- Supreme Court of the United States

Argued November 1, 1937 Decided January 17, 1938
- Full case name: Wright v. United States
- Citations: 302 U.S. 583 (more)

Holding
- The recess of a single chamber under Article I, Section 5, is not an adjournment for the purposes of a pocket veto.

Court membership
- Chief Justice Charles E. Hughes Associate Justices James C. McReynolds · Louis Brandeis Pierce Butler · Harlan F. Stone Owen Roberts · Benjamin N. Cardozo Hugo Black

Case opinions
- Majority: Hughes, joined by McReynolds, Butler, Roberts, Black
- Concur/dissent: Stone, joined by Brandeis
- Cardozo took no part in the consideration or decision of the case.

Laws applied
- Presentment Clause

= Wright v. United States =

Wright v. United States, , was a United States Supreme Court case that clarified what qualifies as an adjournment for determining whether a veto is as a pocket veto and therefore unable to be overriden. The Court held that the recess of a single chamber under Article I, Section 5, is not an adjournment.

Unlike the Pocket Veto Case, Wright v.
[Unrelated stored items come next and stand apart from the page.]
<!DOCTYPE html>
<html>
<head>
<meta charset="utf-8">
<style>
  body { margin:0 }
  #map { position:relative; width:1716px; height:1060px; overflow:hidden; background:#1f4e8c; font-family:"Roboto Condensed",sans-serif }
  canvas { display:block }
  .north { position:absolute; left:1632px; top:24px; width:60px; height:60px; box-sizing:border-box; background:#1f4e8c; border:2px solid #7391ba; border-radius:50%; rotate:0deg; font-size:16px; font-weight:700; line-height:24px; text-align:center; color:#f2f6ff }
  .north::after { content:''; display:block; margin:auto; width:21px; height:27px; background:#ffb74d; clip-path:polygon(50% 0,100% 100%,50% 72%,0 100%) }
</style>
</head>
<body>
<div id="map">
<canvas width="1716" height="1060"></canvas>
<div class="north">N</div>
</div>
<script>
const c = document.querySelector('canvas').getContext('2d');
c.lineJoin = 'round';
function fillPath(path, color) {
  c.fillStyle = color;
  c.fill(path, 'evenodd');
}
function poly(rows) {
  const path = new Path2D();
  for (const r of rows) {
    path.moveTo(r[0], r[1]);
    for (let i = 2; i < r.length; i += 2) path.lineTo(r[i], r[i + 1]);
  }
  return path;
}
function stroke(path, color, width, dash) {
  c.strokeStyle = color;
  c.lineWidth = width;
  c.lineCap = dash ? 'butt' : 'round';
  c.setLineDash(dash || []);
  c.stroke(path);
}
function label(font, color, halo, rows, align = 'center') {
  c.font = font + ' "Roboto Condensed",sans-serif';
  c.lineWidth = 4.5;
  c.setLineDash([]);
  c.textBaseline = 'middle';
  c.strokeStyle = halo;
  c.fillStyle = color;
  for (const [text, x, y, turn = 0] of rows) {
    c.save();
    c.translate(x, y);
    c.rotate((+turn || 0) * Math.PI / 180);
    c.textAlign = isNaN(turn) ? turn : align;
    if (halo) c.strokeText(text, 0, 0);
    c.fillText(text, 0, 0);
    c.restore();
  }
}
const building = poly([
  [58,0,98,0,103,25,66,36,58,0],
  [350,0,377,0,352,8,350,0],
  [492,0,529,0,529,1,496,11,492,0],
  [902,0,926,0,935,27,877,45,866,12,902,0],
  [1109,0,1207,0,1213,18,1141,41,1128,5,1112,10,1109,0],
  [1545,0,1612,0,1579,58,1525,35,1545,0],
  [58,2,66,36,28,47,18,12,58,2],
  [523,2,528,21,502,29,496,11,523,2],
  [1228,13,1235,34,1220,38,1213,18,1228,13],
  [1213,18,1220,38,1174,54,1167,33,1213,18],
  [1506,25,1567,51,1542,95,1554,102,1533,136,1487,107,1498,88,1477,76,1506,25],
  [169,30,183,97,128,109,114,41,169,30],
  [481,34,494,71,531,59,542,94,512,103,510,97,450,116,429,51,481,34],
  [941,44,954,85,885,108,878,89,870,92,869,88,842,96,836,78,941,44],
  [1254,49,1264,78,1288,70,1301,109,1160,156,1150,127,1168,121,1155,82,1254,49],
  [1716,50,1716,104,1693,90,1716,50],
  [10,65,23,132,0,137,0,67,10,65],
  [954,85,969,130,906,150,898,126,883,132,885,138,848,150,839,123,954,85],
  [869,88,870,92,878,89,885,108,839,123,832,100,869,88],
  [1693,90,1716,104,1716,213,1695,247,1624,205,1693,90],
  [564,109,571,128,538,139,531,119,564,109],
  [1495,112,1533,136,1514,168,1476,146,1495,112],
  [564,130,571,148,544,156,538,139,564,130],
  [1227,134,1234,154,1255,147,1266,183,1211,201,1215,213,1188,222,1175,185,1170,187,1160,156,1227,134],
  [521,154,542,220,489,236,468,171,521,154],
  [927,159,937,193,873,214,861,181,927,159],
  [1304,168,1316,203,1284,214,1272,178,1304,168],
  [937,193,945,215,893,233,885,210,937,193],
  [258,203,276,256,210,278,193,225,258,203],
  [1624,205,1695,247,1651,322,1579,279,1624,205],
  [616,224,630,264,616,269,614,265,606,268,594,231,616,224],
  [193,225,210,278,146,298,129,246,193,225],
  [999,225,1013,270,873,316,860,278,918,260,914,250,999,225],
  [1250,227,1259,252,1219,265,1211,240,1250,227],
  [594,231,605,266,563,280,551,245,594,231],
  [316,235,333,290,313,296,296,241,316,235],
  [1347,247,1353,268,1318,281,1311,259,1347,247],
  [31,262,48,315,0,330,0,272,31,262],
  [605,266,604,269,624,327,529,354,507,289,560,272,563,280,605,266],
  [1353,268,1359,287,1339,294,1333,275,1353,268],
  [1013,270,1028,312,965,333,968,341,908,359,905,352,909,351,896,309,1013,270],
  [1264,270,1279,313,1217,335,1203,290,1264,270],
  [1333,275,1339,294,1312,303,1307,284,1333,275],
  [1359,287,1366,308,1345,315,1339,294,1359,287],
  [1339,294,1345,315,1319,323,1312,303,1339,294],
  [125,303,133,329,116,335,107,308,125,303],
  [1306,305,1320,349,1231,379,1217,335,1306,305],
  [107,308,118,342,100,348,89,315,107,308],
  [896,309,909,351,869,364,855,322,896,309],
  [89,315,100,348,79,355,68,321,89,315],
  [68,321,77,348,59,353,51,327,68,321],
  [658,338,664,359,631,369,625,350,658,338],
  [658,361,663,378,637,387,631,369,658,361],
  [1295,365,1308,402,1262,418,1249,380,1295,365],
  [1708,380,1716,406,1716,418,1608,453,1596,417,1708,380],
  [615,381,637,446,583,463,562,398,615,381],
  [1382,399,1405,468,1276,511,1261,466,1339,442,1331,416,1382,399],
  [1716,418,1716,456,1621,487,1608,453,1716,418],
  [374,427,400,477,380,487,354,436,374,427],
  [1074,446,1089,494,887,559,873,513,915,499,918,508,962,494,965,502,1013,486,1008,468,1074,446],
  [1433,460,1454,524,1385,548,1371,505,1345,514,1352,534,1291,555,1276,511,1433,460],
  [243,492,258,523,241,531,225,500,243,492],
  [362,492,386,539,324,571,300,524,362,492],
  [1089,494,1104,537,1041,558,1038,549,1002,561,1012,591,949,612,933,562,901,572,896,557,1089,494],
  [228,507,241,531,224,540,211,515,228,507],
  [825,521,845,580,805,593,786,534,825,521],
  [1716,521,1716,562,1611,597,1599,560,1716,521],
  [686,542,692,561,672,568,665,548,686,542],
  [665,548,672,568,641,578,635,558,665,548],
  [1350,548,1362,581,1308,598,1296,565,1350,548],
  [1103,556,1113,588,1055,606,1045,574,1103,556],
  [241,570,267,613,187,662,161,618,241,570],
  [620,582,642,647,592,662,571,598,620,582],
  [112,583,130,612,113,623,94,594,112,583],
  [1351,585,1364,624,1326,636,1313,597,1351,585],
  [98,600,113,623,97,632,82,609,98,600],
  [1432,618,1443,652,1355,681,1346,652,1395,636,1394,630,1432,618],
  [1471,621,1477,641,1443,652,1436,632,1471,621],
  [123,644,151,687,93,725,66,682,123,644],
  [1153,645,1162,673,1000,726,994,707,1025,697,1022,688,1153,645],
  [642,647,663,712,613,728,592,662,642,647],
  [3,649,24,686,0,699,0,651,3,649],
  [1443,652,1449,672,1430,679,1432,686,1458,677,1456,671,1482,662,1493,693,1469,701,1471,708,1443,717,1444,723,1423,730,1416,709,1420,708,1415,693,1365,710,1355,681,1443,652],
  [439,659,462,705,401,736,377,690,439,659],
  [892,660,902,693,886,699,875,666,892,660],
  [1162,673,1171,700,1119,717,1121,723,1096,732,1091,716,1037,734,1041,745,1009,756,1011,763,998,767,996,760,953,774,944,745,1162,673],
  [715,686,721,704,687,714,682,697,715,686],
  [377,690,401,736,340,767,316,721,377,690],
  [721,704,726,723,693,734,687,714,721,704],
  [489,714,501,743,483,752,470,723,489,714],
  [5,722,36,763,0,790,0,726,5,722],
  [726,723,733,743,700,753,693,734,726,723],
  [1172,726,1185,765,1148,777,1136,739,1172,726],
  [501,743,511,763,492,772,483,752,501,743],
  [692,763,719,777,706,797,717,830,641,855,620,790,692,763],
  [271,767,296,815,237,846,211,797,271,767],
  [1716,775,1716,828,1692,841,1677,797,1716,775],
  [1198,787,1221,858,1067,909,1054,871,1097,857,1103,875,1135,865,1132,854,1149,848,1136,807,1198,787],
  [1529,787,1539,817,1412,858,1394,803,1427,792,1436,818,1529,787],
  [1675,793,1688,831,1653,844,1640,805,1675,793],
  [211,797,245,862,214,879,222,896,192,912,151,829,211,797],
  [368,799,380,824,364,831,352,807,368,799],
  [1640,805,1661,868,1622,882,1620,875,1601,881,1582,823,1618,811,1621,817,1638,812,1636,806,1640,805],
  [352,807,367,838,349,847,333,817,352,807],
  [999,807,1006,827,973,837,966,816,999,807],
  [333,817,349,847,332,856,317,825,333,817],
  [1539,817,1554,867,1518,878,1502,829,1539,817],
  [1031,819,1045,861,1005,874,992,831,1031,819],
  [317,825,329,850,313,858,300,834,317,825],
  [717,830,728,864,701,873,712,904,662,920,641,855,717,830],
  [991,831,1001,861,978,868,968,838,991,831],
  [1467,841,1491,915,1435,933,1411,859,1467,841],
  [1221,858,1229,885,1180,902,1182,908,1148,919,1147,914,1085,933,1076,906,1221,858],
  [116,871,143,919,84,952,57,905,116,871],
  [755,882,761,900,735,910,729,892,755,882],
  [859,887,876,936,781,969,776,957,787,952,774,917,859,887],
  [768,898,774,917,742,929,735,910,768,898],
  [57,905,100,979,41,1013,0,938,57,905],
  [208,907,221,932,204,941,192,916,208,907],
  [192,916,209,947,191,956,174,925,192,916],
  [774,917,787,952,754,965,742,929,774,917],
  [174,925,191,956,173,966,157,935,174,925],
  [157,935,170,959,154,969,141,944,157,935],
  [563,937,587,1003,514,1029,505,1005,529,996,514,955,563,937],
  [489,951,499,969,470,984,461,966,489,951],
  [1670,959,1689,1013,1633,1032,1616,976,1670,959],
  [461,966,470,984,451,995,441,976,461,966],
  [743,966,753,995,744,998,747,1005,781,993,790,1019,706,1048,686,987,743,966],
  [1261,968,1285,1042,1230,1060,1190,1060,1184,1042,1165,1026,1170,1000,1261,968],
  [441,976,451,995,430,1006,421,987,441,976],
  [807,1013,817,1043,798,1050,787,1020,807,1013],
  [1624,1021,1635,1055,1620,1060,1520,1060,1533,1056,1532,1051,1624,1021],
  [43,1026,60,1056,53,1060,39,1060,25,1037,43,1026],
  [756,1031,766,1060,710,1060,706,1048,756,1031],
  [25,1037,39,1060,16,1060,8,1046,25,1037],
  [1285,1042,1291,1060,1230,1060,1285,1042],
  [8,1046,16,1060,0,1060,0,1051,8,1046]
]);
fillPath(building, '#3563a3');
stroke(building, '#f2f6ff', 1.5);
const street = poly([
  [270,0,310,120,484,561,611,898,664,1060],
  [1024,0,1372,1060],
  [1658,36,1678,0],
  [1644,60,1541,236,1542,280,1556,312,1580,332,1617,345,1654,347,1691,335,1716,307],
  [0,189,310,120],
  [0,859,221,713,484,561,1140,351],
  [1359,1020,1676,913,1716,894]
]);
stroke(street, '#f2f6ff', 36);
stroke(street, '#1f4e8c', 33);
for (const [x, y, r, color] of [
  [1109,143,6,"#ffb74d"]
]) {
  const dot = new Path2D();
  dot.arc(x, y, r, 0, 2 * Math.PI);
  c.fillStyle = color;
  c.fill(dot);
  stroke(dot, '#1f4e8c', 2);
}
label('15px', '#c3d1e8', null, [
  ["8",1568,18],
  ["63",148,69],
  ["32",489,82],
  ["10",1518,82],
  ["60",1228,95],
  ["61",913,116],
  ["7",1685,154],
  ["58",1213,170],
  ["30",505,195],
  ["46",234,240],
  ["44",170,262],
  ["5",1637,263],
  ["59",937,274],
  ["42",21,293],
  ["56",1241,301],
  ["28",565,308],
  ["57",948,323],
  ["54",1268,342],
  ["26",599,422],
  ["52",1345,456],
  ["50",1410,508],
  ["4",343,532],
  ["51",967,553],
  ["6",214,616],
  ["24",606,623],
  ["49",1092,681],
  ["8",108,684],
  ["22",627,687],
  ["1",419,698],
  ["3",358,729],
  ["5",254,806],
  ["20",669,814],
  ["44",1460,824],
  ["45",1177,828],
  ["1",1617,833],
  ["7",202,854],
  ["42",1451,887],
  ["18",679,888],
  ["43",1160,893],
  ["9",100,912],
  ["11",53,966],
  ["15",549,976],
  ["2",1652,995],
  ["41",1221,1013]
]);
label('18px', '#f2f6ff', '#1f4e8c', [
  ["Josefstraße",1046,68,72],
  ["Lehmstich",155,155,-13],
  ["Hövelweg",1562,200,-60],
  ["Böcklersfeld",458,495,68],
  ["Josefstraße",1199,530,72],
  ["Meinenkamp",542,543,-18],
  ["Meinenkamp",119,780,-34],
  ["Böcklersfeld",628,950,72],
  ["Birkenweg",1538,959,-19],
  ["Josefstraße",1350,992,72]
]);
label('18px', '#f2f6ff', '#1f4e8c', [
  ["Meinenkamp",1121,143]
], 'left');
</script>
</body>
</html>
United States concerns situations where a single chamber of Congress has entered recess, as opposed to the adjournment of the full Congress.

==Background==
In 1936, Congress passed a private bill which originated in the Senate. The President vetoed the bill and returned it on the final day permitted by the Constitution. The Senate was in recess, but the Secretary of the Senate received the bill and objections. The House was not in session, and no further action was taken.

The bill granted jurisdiction to the Court of Claims to rehear Wright's petition against the United States. Despite the bill having been vetoed, Wright presented his petition on September 14, 1936. The government opposed the petition on the grounds that the bill had not been passed, and the court denied it.

Wright appealed, and the Supreme Court granted review.

==Opinion of the court==
The Court unanimously held that the bill had been properly vetoed and was therefore invalid. Writing for the majority, Chief Justice Charles Hughes based his decision on the idea that delivery of the bill and objections to an appropriate officer of the House of origin was sufficient for the purposes of deciding whether the bill had been vetoed. Furthermore, the majority interpreted 'adjournment' as requiring the recess of both Houses.

=== Dissenting Opinion ===
Justice Stone dissented in part, arguing that the recess of the Senate should have been considered an adjournment. He reasoned that a bill could not be returned to a House not in session, and that officers were not authorized to receive the President's objections.